# Bridgeport Base Dimensions?



## minions (May 4, 2016)

Hi All,
Im wondering if any one can give me the height of a typical j head Bridgeport mill base.  I'm scheduled to pick up my new to me but quite old Bridgeport mill this weekend and in my plans is to load it on a pallet then use 1/2inch screws to secure it onto the pallet, just not sure what length bolts to take with.   I will be strapping it down it as well.  Any help is appreciated.
Daniel


----------



## carlquib (May 4, 2016)

That is exactly how I move them.  The only thing I do differently is I have a couple pallet length 2 x 4s that are ripped so they will slip in the pallet under the mounting holes on your Bridgeport.  Once the mill is on the pallet simply pilot drill your 2 x 4s through the mounting holes and then lag it down to the pallet with some 1/2" lag bolts.  It helps make handling the machine much easier.  If you have to go far invert the head and raise the knee to stabilize it.   I use a stack of old magazines to pad the motor and then wrap the machine  in stretch wrap.  Tie it down with straps and you are good to go.  

Hello, my name is Brian and I'm a toolaholic


----------



## carlquib (May 4, 2016)

Oh sorry. I left out the part you asked about.  I used 8" x 1/2" lag bolts.  

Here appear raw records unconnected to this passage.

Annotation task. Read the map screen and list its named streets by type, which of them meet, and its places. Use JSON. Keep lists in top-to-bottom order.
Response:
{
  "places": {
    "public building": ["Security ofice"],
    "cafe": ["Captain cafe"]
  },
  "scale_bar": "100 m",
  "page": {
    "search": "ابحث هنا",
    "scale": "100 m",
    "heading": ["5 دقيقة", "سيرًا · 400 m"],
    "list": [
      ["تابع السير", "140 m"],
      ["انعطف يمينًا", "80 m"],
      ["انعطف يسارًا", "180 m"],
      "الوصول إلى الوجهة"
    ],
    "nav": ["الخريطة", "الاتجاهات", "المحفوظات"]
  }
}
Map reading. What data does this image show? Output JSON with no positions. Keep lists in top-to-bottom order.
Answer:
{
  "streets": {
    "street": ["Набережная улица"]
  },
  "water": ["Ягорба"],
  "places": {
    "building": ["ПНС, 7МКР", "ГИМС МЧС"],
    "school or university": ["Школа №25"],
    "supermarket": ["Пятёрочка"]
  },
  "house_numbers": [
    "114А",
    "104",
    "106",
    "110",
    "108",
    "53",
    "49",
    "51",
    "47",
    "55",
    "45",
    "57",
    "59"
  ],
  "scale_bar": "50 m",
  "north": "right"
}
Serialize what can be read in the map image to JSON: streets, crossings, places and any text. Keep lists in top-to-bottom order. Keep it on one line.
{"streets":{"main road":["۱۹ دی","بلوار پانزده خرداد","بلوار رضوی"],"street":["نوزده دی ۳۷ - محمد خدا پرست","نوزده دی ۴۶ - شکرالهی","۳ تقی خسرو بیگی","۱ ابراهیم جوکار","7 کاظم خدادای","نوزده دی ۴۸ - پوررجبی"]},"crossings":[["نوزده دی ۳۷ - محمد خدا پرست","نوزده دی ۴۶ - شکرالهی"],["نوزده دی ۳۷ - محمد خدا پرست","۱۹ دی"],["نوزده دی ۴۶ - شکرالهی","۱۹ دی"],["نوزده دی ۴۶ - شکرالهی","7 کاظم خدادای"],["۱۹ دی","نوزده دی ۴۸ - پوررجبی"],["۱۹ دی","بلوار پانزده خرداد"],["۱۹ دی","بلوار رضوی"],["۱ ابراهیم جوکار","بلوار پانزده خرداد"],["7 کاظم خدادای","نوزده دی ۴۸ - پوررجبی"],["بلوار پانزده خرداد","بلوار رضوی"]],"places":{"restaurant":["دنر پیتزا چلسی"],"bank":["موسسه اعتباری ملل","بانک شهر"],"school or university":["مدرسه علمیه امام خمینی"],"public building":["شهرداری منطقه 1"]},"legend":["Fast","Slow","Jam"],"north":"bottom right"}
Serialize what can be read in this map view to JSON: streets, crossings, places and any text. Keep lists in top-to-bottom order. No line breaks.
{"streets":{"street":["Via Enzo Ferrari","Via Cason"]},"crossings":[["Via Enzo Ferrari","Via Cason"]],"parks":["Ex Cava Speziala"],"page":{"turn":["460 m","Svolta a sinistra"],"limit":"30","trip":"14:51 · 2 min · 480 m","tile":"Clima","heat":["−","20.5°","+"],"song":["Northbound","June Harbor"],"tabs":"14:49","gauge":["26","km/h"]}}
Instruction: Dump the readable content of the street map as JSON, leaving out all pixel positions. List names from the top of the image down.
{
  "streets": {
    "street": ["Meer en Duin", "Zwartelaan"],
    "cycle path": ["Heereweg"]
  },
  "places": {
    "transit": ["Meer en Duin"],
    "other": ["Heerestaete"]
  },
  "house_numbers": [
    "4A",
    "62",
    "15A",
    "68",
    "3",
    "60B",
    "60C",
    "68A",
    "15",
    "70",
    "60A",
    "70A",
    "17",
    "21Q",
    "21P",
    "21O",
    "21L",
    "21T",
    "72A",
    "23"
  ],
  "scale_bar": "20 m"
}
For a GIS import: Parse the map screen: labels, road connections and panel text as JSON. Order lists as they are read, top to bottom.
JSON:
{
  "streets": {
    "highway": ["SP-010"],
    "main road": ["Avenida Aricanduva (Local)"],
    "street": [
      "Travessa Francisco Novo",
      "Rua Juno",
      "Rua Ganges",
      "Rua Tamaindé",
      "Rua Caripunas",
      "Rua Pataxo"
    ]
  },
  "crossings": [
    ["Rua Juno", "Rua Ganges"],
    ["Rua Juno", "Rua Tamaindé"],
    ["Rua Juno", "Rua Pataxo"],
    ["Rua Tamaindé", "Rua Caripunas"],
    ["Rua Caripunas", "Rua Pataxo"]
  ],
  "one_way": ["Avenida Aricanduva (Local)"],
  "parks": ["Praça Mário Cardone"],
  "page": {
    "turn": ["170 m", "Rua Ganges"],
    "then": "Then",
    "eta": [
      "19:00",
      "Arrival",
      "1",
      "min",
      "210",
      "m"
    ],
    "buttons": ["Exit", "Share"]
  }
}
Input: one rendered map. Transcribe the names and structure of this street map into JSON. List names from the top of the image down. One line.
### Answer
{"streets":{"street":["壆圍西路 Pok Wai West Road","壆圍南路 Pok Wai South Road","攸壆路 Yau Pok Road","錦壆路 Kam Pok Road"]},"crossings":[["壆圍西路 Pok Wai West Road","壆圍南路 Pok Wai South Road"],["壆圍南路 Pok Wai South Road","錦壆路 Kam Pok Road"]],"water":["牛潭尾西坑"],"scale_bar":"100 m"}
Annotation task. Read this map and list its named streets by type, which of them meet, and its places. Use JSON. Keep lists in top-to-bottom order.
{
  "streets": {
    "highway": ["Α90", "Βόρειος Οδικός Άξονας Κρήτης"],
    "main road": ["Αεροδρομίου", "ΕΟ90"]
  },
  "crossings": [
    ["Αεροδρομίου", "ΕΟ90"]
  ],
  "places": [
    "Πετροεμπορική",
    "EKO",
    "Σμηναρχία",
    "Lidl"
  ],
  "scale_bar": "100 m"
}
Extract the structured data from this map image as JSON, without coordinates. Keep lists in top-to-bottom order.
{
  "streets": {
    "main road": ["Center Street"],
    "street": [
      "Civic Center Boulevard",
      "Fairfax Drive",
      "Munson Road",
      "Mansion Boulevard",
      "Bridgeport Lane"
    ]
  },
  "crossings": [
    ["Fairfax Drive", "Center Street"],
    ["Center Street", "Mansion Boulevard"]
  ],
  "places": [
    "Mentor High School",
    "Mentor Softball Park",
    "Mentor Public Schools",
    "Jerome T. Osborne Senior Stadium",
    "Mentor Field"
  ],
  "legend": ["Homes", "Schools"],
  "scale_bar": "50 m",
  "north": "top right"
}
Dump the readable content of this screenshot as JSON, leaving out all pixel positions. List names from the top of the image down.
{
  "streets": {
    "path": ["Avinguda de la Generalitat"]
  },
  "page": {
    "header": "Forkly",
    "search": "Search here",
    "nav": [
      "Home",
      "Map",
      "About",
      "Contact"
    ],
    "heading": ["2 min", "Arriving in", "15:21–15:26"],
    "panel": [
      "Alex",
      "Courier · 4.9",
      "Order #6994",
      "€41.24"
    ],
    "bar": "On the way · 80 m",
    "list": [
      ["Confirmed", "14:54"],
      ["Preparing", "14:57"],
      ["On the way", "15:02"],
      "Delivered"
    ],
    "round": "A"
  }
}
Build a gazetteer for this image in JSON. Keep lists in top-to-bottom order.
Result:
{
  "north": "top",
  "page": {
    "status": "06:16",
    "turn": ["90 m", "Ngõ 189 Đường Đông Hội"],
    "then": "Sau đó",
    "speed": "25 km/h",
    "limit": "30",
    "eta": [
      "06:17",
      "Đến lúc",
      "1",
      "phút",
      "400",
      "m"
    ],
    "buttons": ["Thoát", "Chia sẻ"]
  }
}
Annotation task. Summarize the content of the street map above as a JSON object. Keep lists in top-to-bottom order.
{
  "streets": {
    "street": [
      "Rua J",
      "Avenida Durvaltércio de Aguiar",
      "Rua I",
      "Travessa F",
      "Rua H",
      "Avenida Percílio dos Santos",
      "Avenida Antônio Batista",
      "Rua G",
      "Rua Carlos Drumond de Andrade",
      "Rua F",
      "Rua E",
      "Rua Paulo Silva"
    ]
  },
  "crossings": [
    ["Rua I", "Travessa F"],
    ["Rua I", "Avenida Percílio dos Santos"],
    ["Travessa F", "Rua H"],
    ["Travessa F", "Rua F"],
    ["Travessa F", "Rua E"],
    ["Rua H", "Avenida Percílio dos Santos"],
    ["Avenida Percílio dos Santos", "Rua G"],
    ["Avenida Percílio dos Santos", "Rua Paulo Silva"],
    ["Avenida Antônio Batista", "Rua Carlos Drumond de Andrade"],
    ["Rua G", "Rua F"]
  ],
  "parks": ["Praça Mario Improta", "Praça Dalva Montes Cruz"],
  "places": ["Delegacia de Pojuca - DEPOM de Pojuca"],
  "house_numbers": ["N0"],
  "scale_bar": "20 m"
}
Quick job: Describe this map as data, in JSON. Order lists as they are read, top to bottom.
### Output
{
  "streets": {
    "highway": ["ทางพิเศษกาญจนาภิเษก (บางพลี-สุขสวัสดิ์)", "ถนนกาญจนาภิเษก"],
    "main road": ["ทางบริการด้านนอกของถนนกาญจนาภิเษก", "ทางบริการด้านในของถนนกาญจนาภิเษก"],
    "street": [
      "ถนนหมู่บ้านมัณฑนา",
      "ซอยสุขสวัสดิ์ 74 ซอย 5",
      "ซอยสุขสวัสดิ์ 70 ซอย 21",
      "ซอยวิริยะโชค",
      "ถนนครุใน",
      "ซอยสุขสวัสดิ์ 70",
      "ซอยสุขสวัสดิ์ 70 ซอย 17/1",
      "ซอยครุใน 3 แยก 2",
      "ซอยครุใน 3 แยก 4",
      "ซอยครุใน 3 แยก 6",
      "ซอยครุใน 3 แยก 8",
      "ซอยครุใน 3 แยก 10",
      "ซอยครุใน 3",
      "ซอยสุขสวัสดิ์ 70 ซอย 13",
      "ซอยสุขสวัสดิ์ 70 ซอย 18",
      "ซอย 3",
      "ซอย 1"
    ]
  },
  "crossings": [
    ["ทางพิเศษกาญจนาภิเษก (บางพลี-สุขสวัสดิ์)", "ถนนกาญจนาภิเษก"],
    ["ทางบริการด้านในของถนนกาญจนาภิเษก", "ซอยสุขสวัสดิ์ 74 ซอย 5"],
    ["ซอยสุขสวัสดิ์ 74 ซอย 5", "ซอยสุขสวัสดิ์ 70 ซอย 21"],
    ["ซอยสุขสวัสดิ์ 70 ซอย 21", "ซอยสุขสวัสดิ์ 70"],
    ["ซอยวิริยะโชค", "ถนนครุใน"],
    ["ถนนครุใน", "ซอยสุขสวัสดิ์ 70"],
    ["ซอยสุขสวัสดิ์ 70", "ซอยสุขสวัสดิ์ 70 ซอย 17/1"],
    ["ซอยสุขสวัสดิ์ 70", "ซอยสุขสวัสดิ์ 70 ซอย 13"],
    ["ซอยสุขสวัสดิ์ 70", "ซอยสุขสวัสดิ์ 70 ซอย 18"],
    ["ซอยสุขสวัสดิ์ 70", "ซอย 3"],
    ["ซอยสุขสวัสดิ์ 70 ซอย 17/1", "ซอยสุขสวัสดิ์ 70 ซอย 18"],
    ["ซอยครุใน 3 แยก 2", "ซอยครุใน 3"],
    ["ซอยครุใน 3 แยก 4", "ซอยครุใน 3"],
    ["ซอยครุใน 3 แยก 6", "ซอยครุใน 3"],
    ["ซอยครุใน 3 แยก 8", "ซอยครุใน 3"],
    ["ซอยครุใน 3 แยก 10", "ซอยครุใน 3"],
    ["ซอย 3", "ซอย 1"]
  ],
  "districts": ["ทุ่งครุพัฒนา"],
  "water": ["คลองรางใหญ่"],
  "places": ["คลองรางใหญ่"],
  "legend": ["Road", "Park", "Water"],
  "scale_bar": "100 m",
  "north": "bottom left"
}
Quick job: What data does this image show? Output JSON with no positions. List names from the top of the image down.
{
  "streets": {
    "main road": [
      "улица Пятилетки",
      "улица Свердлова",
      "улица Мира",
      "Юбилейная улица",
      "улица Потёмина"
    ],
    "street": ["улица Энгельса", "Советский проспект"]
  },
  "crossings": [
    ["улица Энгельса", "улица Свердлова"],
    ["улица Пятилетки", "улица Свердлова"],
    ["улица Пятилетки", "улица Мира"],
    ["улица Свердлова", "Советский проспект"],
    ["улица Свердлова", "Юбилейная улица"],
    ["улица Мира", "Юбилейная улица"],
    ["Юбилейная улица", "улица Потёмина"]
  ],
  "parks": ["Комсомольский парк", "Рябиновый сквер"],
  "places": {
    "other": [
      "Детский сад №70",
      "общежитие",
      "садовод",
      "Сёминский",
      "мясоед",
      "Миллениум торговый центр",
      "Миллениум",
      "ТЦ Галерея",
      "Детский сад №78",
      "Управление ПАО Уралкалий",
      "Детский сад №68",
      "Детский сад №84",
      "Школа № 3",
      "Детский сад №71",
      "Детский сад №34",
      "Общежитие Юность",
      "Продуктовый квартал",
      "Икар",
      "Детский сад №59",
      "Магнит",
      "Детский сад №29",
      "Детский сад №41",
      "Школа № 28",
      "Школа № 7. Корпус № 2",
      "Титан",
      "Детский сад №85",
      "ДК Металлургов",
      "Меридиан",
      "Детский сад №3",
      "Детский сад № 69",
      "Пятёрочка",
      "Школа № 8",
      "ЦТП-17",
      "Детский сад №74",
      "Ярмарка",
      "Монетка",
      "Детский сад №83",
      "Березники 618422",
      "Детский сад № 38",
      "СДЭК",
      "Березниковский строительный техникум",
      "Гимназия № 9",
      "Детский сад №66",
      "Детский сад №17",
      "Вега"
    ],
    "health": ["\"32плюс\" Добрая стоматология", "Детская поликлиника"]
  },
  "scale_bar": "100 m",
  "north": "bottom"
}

Hello, my name is Brian and I'm a toolaholic


----------



## minions (May 5, 2016)

Thank you Brian, much appreciated.


----------



## gwade (Jun 2, 2016)

You may want to download a BP Manual (1986).  There's a page titled installation (attached) with all dimensions; and the manual has additional information on how to lock the ways when moving and where/how to lift.


----------